Intro Stats 1 - Descriptives and group summaries
================================================

This is Part 1 of the **Intro Stats case study pack**.

You have one dataset and one research question:

* **Dataset:** ``data/intro_stats_scores.csv``
* **Question:** Do students in the **treatment** group score higher than students in the **control** group?

In this part you will:

1. confirm the dataset loaded correctly,
2. compute simple descriptive statistics,
3. create your first reproducible outputs (a table + a plot), and
4. practice by doing a couple of **worked descriptive-statistics problems**.

Big picture
-----------

Descriptive statistics are your *first lens* on the data.

They answer questions like:

* What is the typical score in each group?
* How much do scores vary?
* What is the difference between groups *in the sample we observed*?

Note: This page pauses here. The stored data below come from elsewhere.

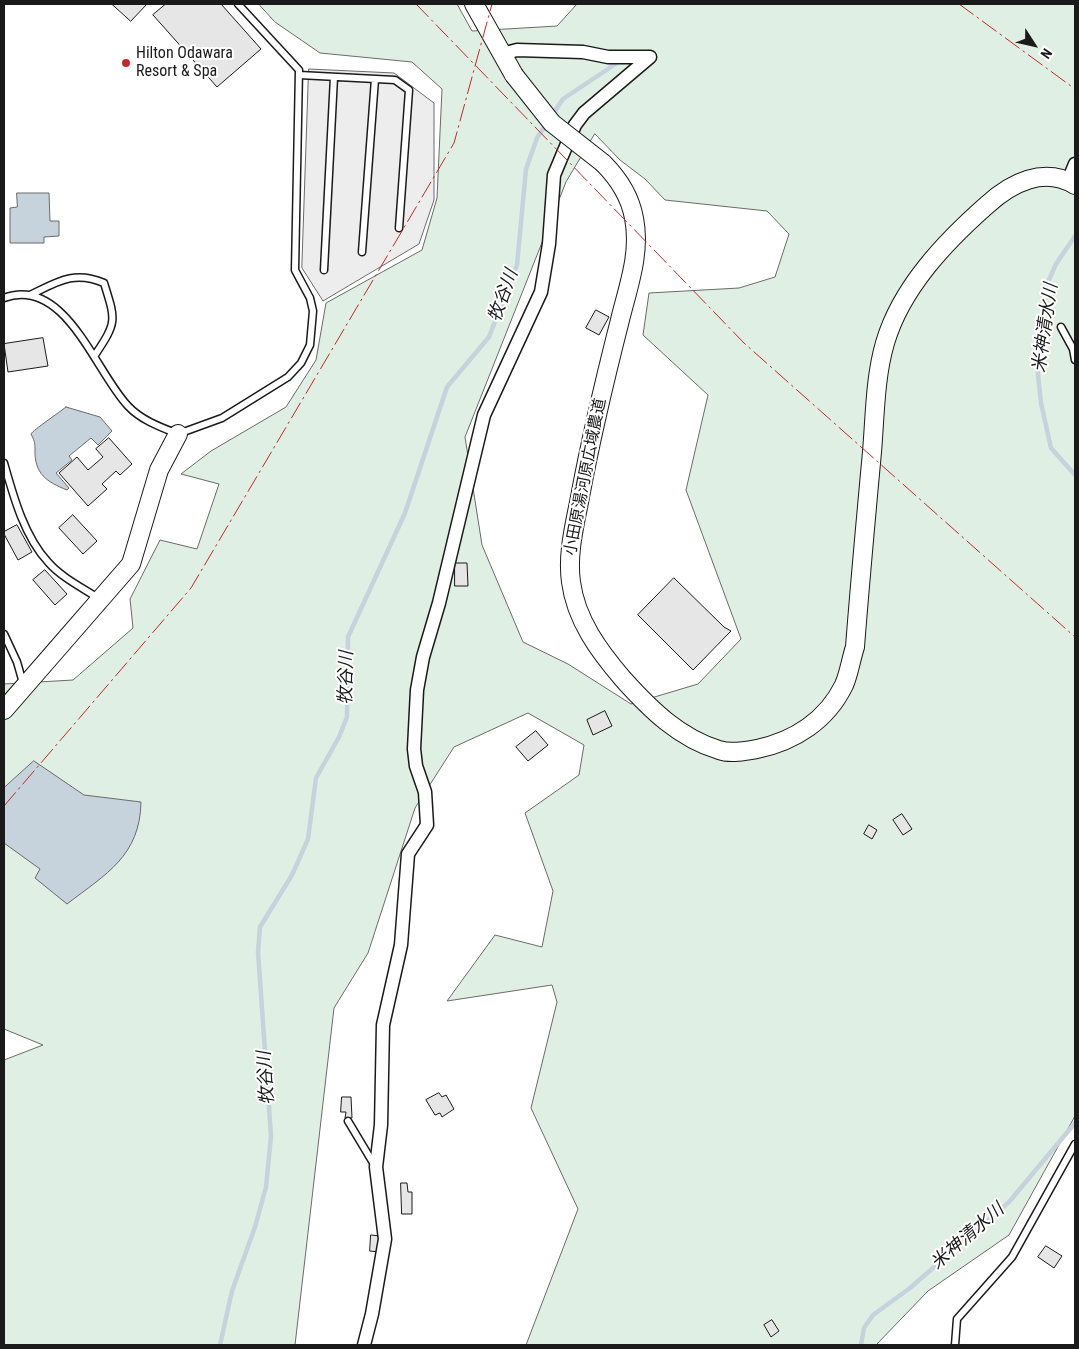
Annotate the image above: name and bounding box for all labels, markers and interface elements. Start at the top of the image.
north arrow [1009,20,1059,70]
place label: Hilton Odawara Resort & Spa [136,44,233,82]
text: N [1037,45,1055,62]
marker: Hilton Odawara Resort & Spa [120,57,132,69]
water label: 牧谷川 [485,267,523,325]
water label: 米神清水川 [1029,282,1063,374]
street label: 小田原湯河原広域農道 [561,397,611,557]
water label: 牧谷川 [336,651,358,705]
water label: 牧谷川 [254,1050,280,1106]
water label: 米神清水川 [927,1199,1009,1275]

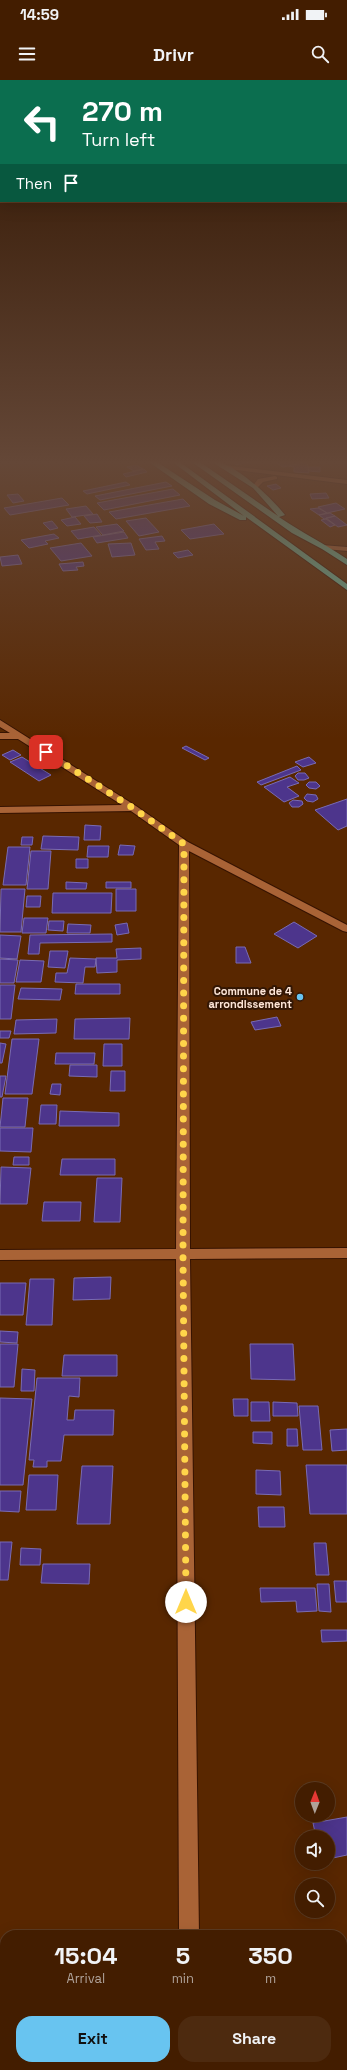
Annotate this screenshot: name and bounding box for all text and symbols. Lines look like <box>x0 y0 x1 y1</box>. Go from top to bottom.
text: 14:59 <box>20 5 59 24</box>
icon: menu <box>16 43 38 65</box>
text: Drivr <box>153 43 194 66</box>
icon: search <box>309 43 331 65</box>
text: 270 m <box>82 93 163 129</box>
icon: left <box>16 96 68 148</box>
text: Turn left <box>82 128 155 151</box>
icon: arrive <box>60 172 82 194</box>
text: Then <box>16 174 52 193</box>
pin <box>29 735 63 769</box>
icon: arrive <box>35 741 57 763</box>
place label: Commune de 4 arrondissement <box>208 984 292 1011</box>
marker: Commune de 4 arrondissement <box>295 992 305 1002</box>
position arrow <box>165 1581 207 1623</box>
north arrow <box>295 1782 335 1822</box>
map controls <box>295 1782 335 1918</box>
button: sound <box>295 1830 335 1870</box>
button: search <box>295 1878 335 1918</box>
text: 15:04 <box>54 1940 117 1971</box>
text: 5 <box>176 1940 190 1971</box>
text: 350 <box>248 1940 293 1971</box>
text: Arrival <box>67 1970 105 1987</box>
text: min <box>172 1970 194 1987</box>
text: m <box>265 1970 276 1987</box>
button: Exit <box>16 2016 170 2062</box>
button: Share <box>178 2016 331 2062</box>

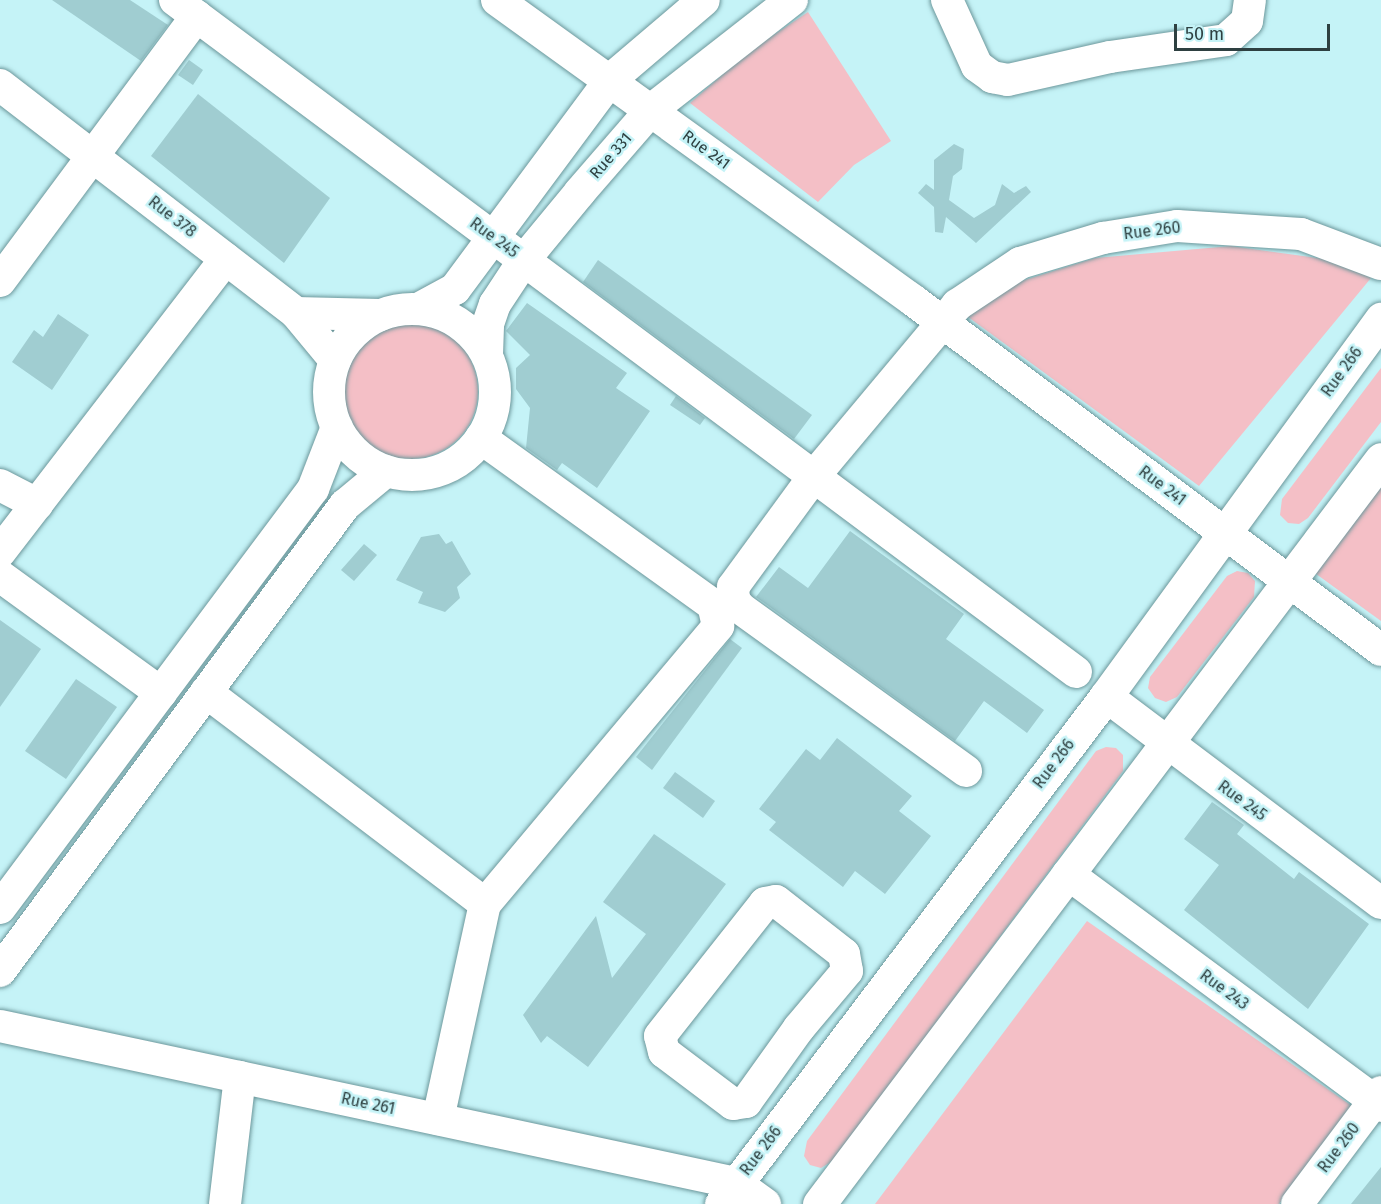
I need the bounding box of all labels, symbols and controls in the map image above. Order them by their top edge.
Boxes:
scale bar [1177,12,1333,50]
text: 50 m [1185,23,1224,45]
street label: Rue 241 [679,126,733,174]
street label: Rue 331 [586,129,636,183]
street label: Rue 378 [144,192,200,242]
street label: Rue 245 [466,214,522,262]
street label: Rue 260 [1122,218,1182,244]
street label: Rue 266 [1318,343,1366,401]
street label: Rue 241 [1135,462,1189,510]
street label: Rue 266 [1029,735,1079,793]
street label: Rue 245 [1214,777,1270,825]
street label: Rue 243 [1196,966,1252,1014]
street label: Rue 261 [339,1089,397,1119]
street label: Rue 260 [1314,1119,1364,1177]
street label: Rue 266 [736,1122,786,1180]

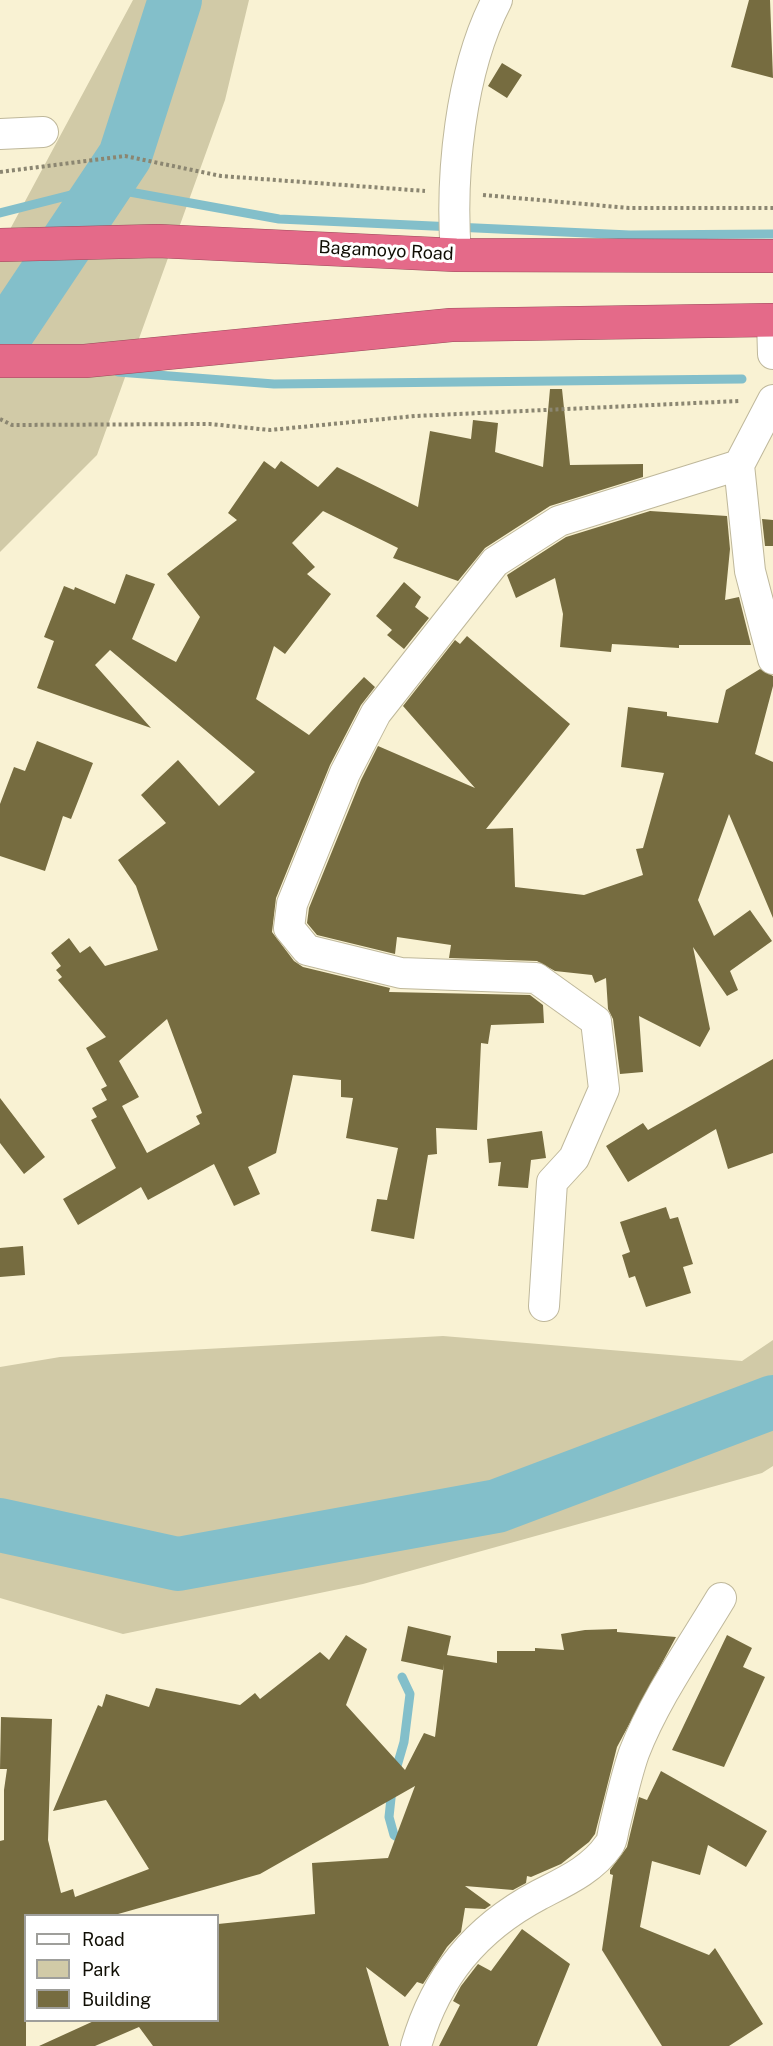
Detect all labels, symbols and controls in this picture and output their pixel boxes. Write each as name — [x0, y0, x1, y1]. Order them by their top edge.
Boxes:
street label: Bagamoyo Road — [318, 237, 454, 265]
legend — [24, 1914, 219, 2022]
text: Road — [82, 1929, 125, 1950]
text: Park — [82, 1959, 120, 1980]
text: Building — [82, 1989, 151, 2010]

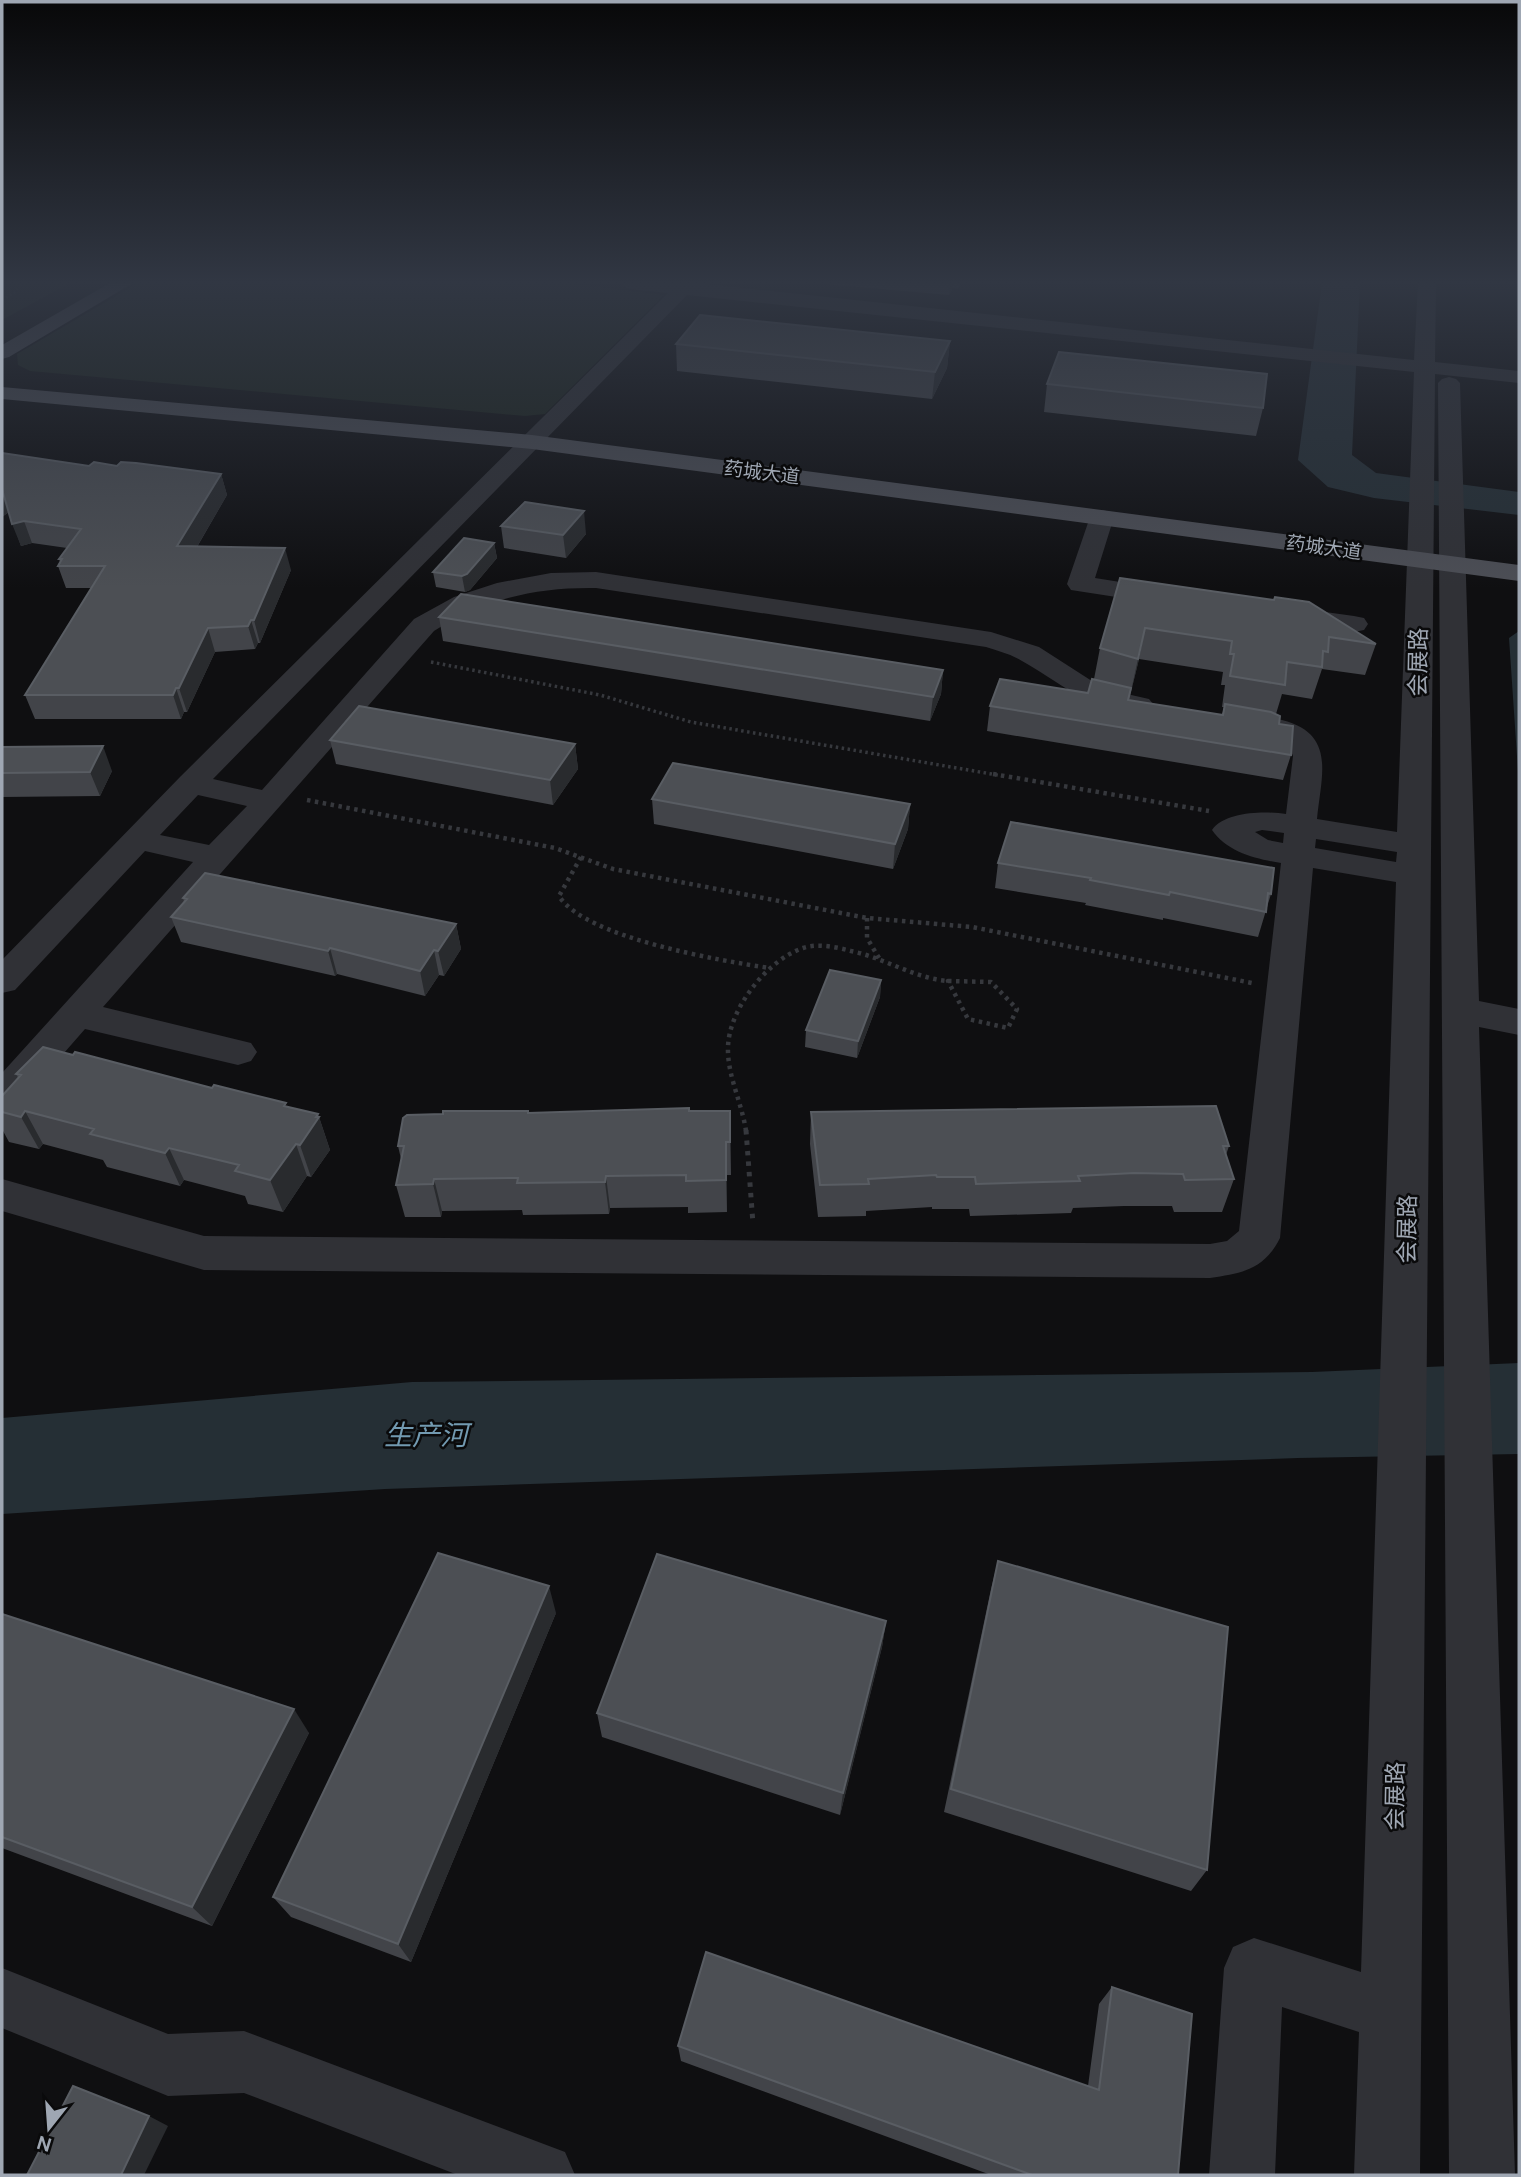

At this stage, you are not “proving” anything.
You are building a clear, reproducible summary that everyone can inspect.

Run
---

From inside your workbook folder:

.. code-block:: bash

   pystatsv1 workbook run intro_stats_01_descriptives

If you want to run the script directly:

.. code-block:: bash

   python scripts/intro_stats_01_descriptives.py

What gets created
-----------------

The script writes outputs to:

* ``outputs/case_studies/intro_stats/``

You should see:

* ``group_summary.csv`` - group sizes + mean/SD + mean difference
* ``group_means.png`` - a quick visual comparison of group means

Inspect
-------

Open the table (CSV) and answer these questions:

* Are there two groups (``control`` and ``treatment``)?
* Are the group sizes reasonable?
* Is the treatment mean higher than the control mean?
* What is the mean difference (treatment minus control)?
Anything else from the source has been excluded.